The exposure did have an effect. I have told her why I am doing it ie it is no longer secret, but I have not gone any further than that. Their discussion focussed a lot on this ie they think it is bulls**t. But equally they could not come up with any other explanation other than I must be lashing out. In particular, whilst I know the trickle effect is frowned on here, it impacted their conversation because there were comments such as at least he didn't disclose to X (as an aside I cannot quite hear who X was but will try some audio software to remove car noise). But the next day when work was exposed, it did cause much more of a reaction. She was out of the office and it seems he spent the day running around talking to people about it. One possible downside is that he thinks it is a good thing it is now out in the open, although that may be him trying to counter the actual intention.

Anyway the main purpose of this post is to address the main issue from the recording.

He said he has been trying to convince her to call it a day with me for 2 months now, and she has not even got close to doing so. As part of trying to meet her needs, we went out for a day on Saturday without kids. We went shopping, had drinks and dinner and we reminisced about when things were good between us and why we fell in love in the first place. It was a good day. I believe her when she says she also enjoyed it. She said it had helped in moving me from the "like box" back to the"love box".

The day before, according to the recording, she had met her parents following my exposure to them. It seems that the outcome of that was she needs to just make a decision and tell me. They also do not agree with the idea of leaving her work without a job to go to as they had issues in their marriage about her mother giving up her career for the kids and her dad's job. It appeared that the likely outcome was that she would opt to tell me that it is over - the exposure being blamed as the trigger because "that is not like me".

She did not tell me. On Sunday, after our day out we had another chat about what our options are. I said there are 3: she leaves him (and that means her job), we become one of those couples where I turn a blind eye but we do not separate or we call it a day. I immediately discounted the second one because I am not going to do that. So it leaves 2 options. She said she does not want a divorce - the idea makes her sad. She also said that she thinks a trial separation would not work because she thinks we would run back to each other in no time at all. But she refuses to leave work immediately - she gave the same reasons mentioned before and tried to buy some time until she has a new job. So we are in a vicious circle.

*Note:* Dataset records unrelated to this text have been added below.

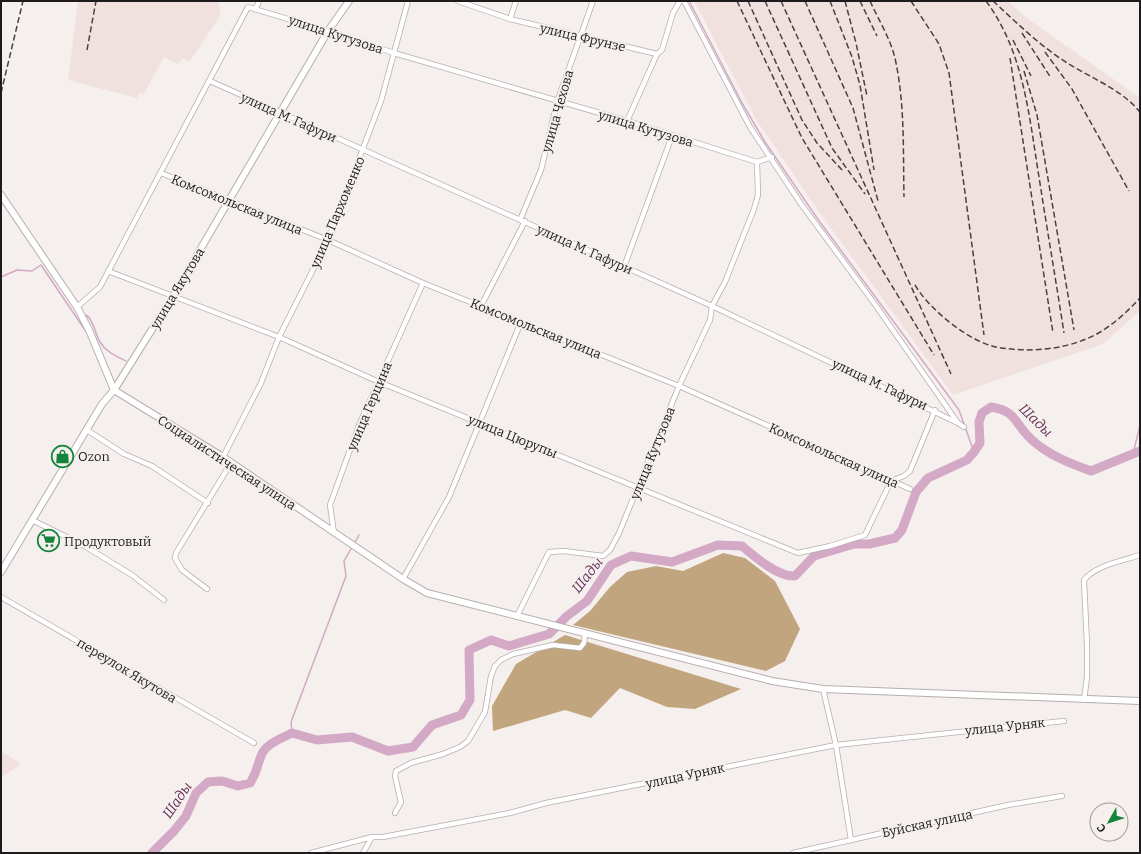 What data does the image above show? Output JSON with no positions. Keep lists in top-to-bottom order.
{
  "streets": {
    "street": [
      "улица Кутузова",
      "улица Фрунзе",
      "улица Чехова",
      "улица М. Гафури",
      "Комсомольская улица",
      "улица Пархоменко",
      "улица Якутова",
      "улица Герцина",
      "улица Цюрупы",
      "Социалистическая улица",
      "переулок Якутова",
      "улица Урняк",
      "Буйская улица"
    ]
  },
  "crossings": [
    ["улица Кутузова", "улица Чехова"],
    ["улица Кутузова", "улица М. Гафури"],
    ["улица Кутузова", "Комсомольская улица"],
    ["улица Кутузова", "улица Пархоменко"],
    ["улица Кутузова", "улица Якутова"],
    ["улица Кутузова", "улица Цюрупы"],
    ["улица Кутузова", "Социалистическая улица"],
    ["улица Фрунзе", "улица Чехова"],
    ["улица Чехова", "улица М. Гафури"],
    ["улица Чехова", "Комсомольская улица"],
    ["улица М. Гафури", "улица Пархоменко"],
    ["улица М. Гафури", "улица Якутова"],
    ["Комсомольская улица", "улица Пархоменко"],
    ["Комсомольская улица", "улица Якутова"],
    ["Комсомольская улица", "улица Герцина"],
    ["Комсомольская улица", "улица Цюрупы"],
    ["улица Пархоменко", "улица Цюрупы"],
    ["улица Пархоменко", "Социалистическая улица"],
    ["улица Якутова", "улица Цюрупы"],
    ["улица Якутова", "Социалистическая улица"],
    ["улица Герцина", "улица Цюрупы"],
    ["улица Герцина", "Социалистическая улица"]
  ],
  "water": ["Шады"],
  "places": {
    "shop": ["Ozon"],
    "supermarket": ["Продуктовый"]
  },
  "north": "bottom left"
} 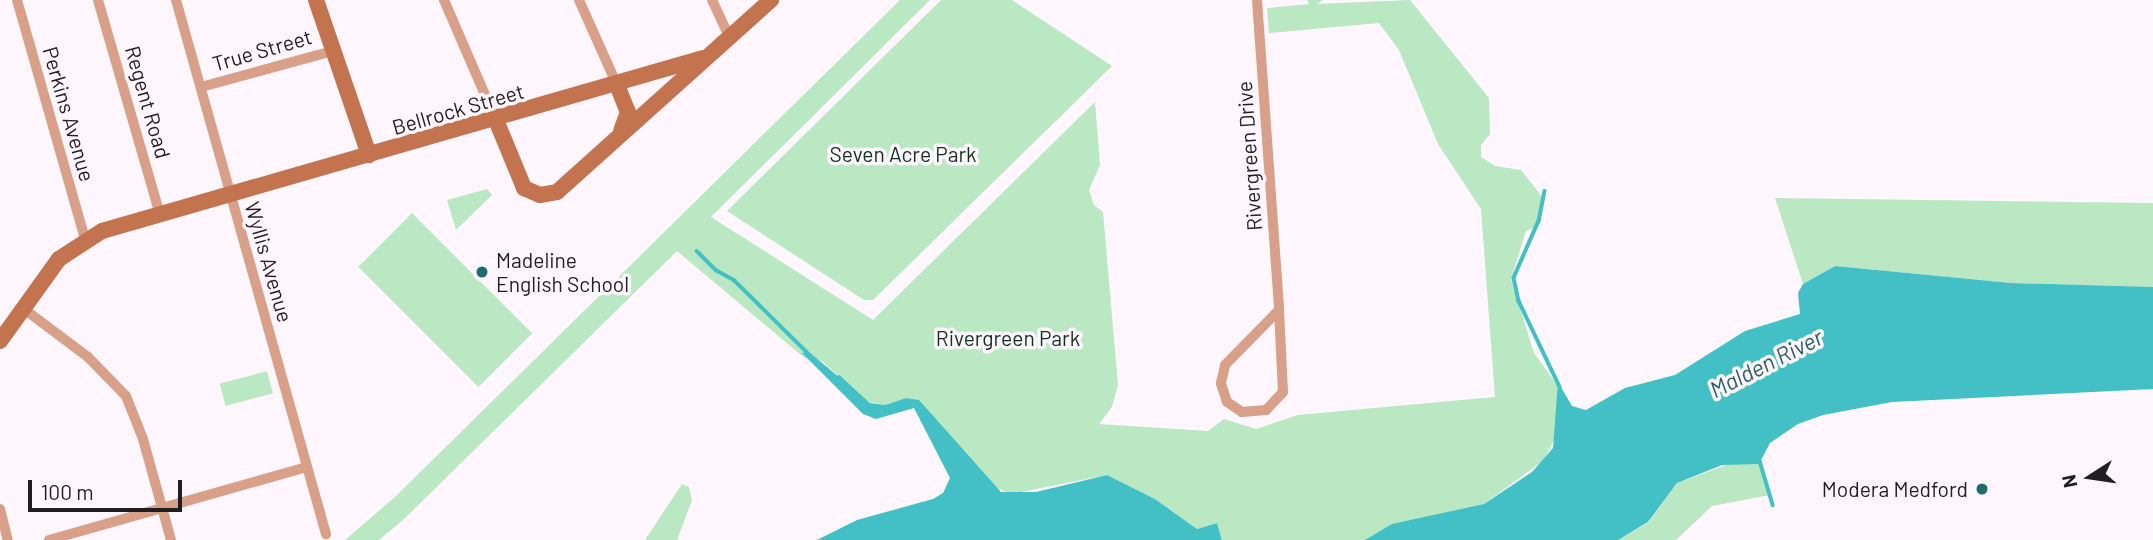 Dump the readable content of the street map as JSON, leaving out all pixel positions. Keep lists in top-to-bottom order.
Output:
{
  "streets": {
    "street": [
      "True Street",
      "Regent Road",
      "Bellrock Street",
      "Perkins Avenue",
      "Rivergreen Drive",
      "Wyllis Avenue"
    ]
  },
  "crossings": [
    ["True Street", "Wyllis Avenue"],
    ["Regent Road", "Bellrock Street"],
    ["Bellrock Street", "Perkins Avenue"],
    ["Bellrock Street", "Wyllis Avenue"]
  ],
  "water": ["Malden River"],
  "parks": ["Seven Acre Park", "Rivergreen Park"],
  "places": ["Madeline English School", "Modera Medford"],
  "scale_bar": "100 m",
  "north": "left"
}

It seems to me there is something there to salvage from this mess, but she will not do what I require to exorcise the affair. So:

- I will tell my children. We all know why I don't want to tell them. I think they are too young to understand especially the younger one (4yrs 9months). And I think there is a risk that I am blamed by them for telling them. But deep down the reason I have not told them is that I worry/expect it may trigger her to make a decision to leave.

- should I confront her about the recording?

- is this a position from which we can even move to Plan A or should I test her response above (ie she would run back to me quickly) by moving out and cutting direct contact? It makes me so sad to even consider writing that, but I acknowledge that this may be the only possible solution from here

Age appropriate exposure.

When moms and dads get married they don't go on dates with other people. Well mom has a BF (insert OM name) and is going out on dates with the OM.

What mom is doing is known as having an affair. Mom's behavior hurts dad very much.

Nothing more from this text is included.